Leave out the pictures and repeat every record exactly.

Segment Open

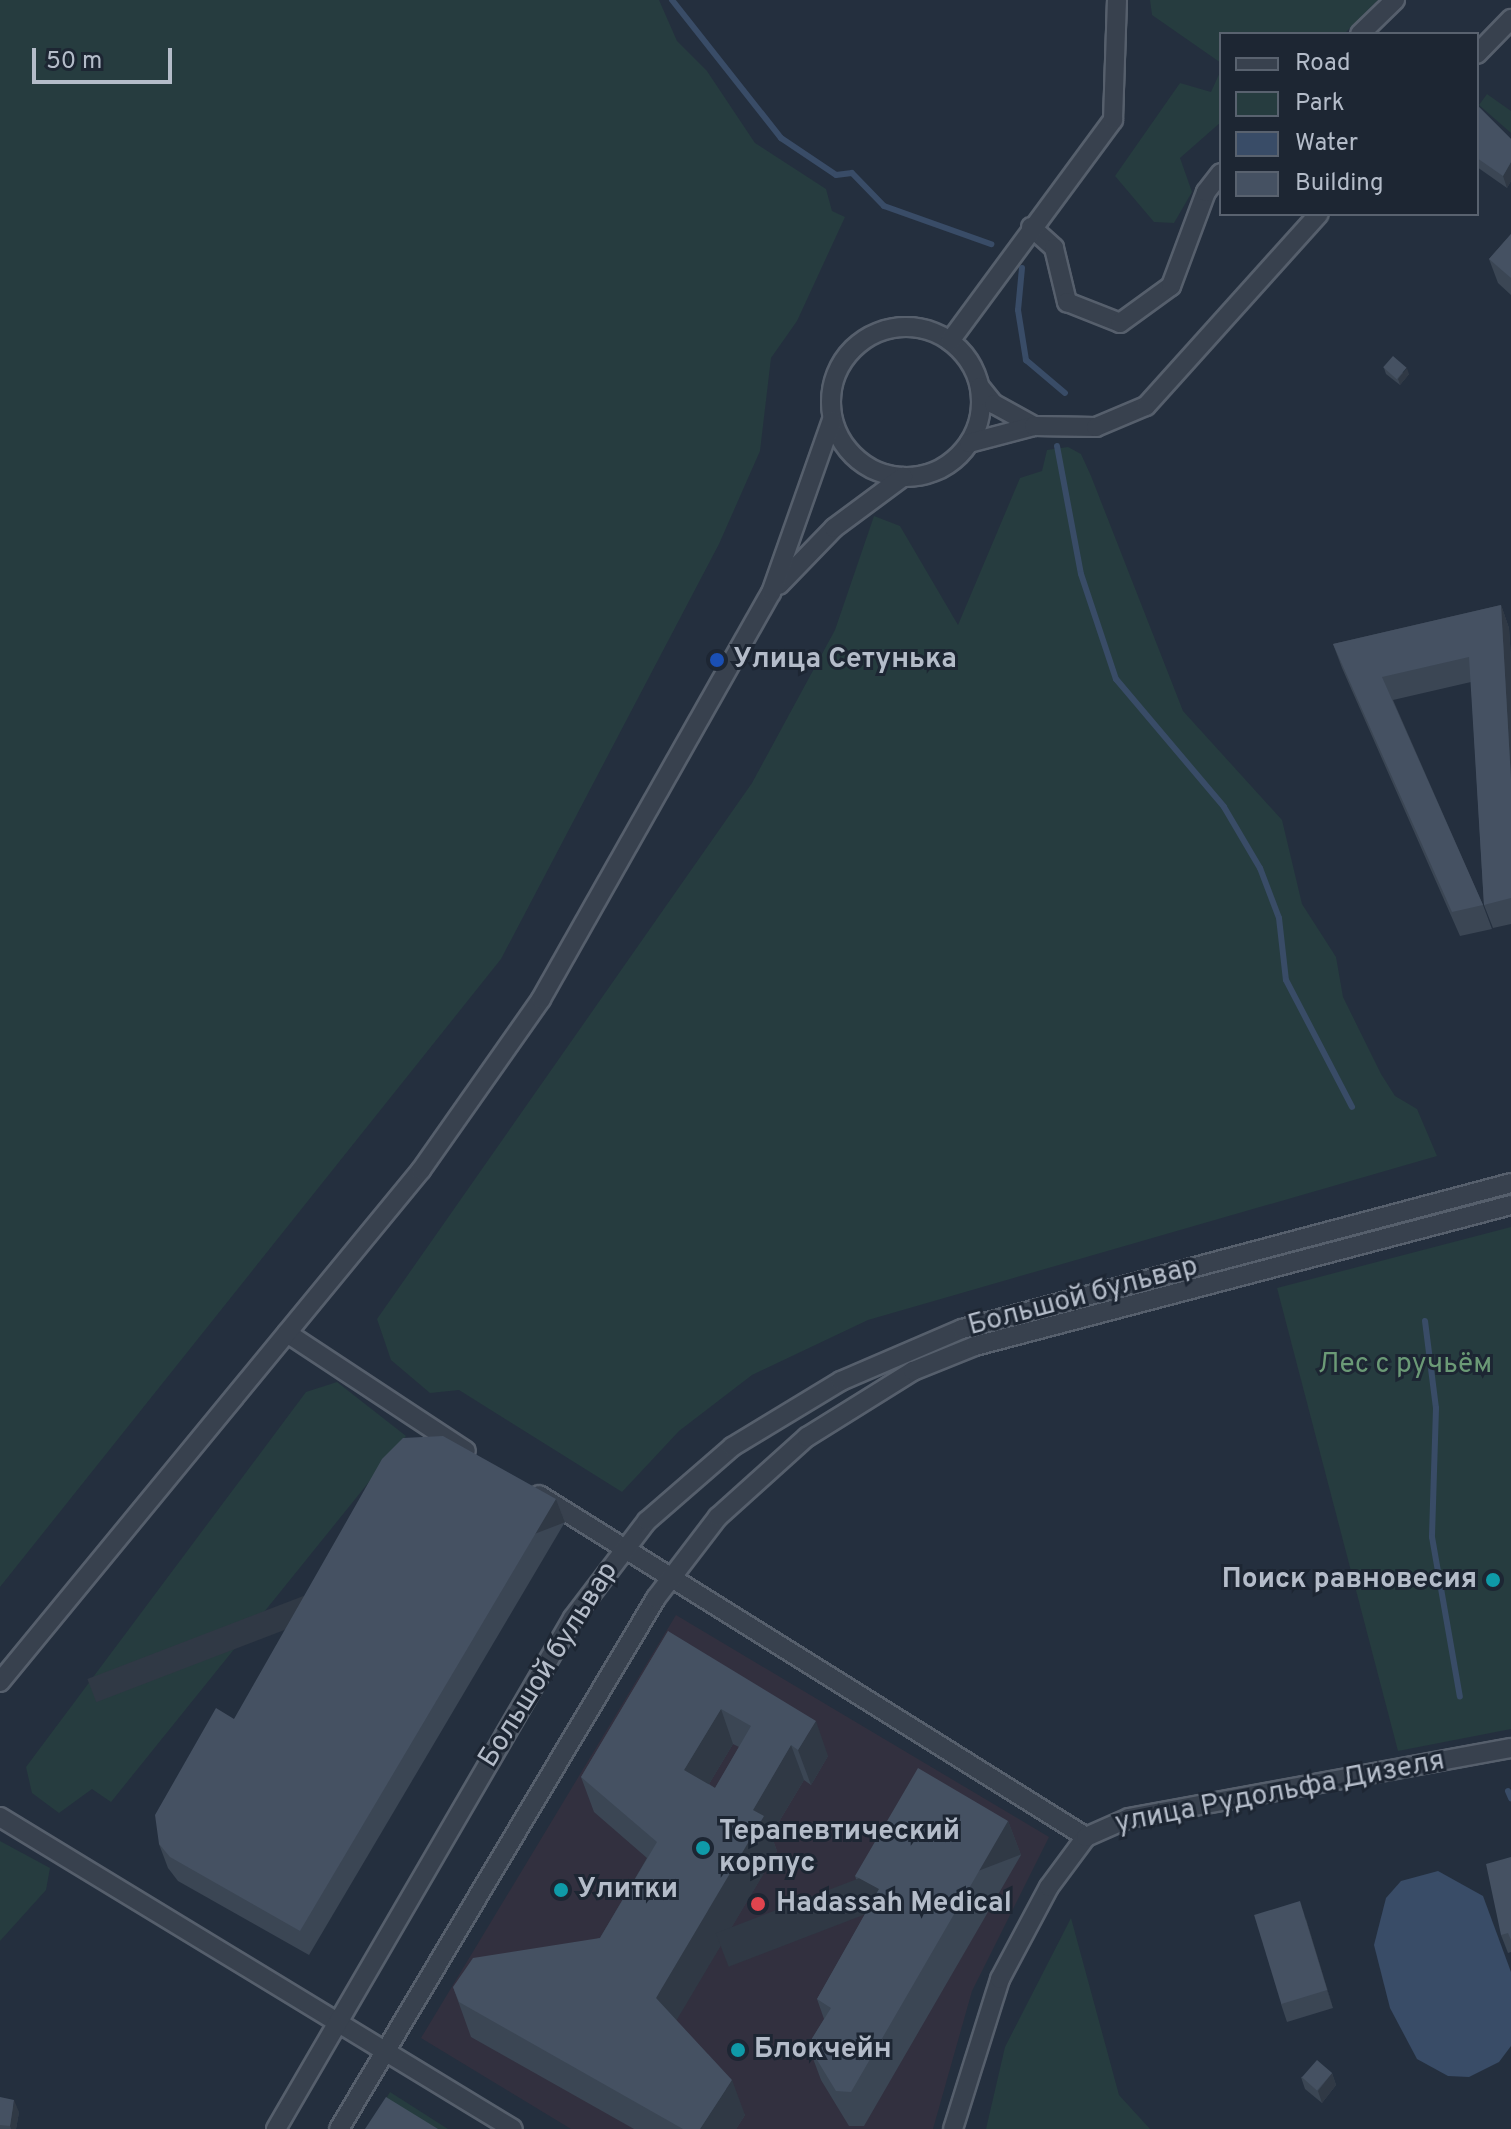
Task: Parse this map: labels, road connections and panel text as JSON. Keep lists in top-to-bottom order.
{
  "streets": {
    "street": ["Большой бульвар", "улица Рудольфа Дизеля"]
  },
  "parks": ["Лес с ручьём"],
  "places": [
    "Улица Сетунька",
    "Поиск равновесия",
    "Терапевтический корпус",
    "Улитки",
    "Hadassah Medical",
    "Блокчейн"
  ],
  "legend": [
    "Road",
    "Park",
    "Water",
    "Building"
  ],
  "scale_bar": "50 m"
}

Segment Closed

▸ **OUTPUT OF THE EXERCISE**
Task: Parse this map: labels, road connections and panel text as JSON. Keep lists in top-to-bottom order.
{
  "streets": {
    "street": ["Большой бульвар", "улица Рудольфа Дизеля"]
  },
  "parks": ["Лес с ручьём"],
  "places": [
    "Улица Сетунька",
    "Поиск равновесия",
    "Терапевтический корпус",
    "Улитки",
    "Hadassah Medical",
    "Блокчейн"
  ],
  "legend": [
    "Road",
    "Park",
    "Water",
    "Building"
  ],
  "scale_bar": "50 m"
}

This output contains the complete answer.